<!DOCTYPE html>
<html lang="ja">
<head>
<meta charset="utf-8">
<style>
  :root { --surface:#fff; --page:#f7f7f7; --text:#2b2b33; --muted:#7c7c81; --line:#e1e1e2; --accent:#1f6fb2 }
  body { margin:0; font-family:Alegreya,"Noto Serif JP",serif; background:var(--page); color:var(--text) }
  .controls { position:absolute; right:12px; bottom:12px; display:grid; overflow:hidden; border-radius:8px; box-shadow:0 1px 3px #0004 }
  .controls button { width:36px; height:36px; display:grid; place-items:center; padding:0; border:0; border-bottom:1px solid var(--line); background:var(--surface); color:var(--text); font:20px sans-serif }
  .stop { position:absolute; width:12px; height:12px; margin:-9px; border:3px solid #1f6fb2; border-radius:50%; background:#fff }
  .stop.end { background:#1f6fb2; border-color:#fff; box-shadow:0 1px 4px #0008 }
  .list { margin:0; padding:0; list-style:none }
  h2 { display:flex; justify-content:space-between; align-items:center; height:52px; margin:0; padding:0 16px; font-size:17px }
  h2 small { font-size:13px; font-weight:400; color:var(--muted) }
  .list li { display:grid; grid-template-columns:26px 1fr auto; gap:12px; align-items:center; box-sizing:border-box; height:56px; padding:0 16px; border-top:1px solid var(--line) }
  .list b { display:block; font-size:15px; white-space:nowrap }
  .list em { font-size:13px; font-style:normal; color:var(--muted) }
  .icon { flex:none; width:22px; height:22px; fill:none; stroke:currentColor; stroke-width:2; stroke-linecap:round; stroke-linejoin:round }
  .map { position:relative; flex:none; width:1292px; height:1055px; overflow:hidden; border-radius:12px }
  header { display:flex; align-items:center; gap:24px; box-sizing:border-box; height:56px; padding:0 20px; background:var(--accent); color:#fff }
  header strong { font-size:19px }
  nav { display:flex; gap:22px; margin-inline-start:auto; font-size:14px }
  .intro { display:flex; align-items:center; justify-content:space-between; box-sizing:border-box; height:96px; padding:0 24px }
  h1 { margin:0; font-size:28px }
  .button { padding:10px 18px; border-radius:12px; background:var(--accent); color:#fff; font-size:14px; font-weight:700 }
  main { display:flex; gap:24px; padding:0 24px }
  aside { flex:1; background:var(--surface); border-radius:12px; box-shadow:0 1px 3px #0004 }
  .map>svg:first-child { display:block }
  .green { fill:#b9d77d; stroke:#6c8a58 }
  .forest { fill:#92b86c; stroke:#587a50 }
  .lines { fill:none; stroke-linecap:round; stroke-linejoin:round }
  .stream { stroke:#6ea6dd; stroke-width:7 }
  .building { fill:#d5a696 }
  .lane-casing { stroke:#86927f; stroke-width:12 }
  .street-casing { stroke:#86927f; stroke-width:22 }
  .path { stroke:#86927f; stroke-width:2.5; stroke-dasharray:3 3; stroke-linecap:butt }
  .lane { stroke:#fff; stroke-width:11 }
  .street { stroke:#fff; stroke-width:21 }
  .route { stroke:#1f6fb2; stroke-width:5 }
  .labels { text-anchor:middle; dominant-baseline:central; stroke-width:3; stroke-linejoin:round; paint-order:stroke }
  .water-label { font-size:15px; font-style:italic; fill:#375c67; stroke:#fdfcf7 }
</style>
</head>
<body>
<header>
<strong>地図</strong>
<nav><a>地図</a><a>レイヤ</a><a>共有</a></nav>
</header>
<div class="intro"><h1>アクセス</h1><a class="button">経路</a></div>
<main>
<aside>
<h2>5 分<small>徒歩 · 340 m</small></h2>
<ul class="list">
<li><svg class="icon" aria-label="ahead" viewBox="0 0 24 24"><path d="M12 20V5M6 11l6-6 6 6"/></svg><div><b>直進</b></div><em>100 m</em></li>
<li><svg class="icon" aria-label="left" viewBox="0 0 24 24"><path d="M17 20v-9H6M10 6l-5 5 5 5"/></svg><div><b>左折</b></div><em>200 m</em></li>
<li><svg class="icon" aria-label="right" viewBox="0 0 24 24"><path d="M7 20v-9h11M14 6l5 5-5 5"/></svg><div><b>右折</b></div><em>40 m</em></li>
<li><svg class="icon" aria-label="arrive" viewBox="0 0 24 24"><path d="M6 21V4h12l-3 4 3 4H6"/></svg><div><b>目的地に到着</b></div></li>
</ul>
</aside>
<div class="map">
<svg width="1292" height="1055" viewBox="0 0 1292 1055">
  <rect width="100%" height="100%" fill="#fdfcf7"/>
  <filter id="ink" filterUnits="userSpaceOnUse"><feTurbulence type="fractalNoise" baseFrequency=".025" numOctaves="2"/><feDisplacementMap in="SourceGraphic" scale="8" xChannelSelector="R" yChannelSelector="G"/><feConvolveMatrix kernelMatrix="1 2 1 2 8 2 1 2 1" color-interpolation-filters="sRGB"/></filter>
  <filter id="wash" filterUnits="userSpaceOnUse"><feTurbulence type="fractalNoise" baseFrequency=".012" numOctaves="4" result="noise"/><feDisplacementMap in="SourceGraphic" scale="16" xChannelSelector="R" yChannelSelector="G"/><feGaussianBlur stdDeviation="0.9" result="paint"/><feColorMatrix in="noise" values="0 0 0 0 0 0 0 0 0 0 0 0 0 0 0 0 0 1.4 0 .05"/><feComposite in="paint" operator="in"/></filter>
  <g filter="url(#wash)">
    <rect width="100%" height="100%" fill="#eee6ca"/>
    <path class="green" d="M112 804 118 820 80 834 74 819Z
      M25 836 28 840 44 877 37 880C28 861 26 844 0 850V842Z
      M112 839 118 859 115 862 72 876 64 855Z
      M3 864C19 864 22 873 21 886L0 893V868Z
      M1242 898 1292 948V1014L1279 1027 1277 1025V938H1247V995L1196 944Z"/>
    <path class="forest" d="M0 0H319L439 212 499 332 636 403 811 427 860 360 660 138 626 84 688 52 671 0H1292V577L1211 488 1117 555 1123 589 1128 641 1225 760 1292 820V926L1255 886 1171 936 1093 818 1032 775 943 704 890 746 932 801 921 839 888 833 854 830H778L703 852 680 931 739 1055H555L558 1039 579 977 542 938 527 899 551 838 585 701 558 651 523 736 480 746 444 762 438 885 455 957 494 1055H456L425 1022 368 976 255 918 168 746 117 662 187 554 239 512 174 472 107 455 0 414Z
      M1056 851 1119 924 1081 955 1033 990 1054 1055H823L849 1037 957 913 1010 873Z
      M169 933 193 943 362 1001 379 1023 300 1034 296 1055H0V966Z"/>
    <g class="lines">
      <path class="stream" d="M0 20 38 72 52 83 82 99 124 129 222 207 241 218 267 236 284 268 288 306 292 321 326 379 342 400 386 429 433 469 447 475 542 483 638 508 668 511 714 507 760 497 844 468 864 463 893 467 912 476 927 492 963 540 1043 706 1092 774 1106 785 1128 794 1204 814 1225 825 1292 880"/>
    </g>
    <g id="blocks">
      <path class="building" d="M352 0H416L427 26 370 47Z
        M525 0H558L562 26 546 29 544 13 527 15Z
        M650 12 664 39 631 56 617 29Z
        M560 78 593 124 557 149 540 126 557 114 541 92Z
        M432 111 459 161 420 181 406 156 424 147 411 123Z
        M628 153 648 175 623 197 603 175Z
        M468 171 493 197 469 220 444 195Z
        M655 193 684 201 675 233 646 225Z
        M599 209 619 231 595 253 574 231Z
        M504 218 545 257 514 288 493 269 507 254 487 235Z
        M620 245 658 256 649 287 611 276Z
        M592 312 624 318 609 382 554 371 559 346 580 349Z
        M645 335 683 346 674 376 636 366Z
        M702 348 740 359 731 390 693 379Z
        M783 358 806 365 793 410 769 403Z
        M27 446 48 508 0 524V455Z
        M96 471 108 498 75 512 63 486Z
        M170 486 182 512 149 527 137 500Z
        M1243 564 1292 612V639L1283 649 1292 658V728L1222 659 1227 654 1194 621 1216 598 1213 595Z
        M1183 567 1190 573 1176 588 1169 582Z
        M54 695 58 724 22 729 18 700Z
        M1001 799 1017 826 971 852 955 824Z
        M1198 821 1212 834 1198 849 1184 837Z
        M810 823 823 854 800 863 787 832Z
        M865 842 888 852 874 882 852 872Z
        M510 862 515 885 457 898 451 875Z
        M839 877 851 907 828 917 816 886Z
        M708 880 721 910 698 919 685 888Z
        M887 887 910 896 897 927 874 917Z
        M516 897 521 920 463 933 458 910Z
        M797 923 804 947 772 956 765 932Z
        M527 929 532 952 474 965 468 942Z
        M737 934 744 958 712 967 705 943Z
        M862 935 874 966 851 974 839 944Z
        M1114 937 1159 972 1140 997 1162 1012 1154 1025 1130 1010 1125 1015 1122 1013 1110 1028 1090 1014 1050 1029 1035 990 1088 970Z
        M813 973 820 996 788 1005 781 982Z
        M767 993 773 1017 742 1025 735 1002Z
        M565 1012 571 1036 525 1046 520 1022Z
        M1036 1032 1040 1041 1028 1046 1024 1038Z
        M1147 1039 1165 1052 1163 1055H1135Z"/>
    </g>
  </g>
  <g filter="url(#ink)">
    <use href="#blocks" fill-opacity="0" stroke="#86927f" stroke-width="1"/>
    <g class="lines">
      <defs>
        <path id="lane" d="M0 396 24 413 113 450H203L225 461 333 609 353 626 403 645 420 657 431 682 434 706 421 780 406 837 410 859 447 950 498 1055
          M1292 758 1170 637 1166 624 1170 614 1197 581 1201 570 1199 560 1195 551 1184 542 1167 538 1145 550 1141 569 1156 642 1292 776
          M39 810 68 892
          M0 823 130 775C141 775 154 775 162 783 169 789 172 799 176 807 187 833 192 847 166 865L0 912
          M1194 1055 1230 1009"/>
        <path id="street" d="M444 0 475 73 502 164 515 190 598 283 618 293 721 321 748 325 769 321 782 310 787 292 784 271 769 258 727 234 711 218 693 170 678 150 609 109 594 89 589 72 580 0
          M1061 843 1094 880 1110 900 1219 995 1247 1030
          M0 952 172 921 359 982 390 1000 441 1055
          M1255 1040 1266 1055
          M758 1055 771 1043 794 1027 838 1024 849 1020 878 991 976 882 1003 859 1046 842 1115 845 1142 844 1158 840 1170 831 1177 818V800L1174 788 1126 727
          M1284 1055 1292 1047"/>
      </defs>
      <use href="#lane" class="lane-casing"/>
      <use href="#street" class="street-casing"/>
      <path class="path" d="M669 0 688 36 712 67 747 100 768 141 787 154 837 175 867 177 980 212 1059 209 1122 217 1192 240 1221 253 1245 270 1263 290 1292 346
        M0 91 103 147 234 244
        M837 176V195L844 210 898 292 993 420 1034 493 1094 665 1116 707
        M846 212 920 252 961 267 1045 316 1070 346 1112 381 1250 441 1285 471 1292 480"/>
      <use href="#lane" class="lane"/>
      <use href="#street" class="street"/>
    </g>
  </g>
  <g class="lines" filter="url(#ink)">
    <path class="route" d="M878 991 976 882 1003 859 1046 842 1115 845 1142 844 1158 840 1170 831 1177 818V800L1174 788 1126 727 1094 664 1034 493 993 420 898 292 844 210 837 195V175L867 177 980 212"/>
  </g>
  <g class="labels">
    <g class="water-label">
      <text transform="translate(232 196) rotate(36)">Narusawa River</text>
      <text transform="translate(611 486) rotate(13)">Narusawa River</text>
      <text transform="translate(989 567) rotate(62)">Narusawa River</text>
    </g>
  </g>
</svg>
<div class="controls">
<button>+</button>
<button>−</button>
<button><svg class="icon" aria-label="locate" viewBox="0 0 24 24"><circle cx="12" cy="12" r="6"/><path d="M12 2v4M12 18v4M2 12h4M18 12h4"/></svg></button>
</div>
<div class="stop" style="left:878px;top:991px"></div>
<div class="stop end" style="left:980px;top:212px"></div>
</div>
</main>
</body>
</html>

◆ ◆ ◆ ◆ ◆ ◆ ◆

# WHAT YOU NEED TO DO
Work out the number of lines in the listing above that hold the word "wash". Write that number by itself.

# SOLUTION BELOW
2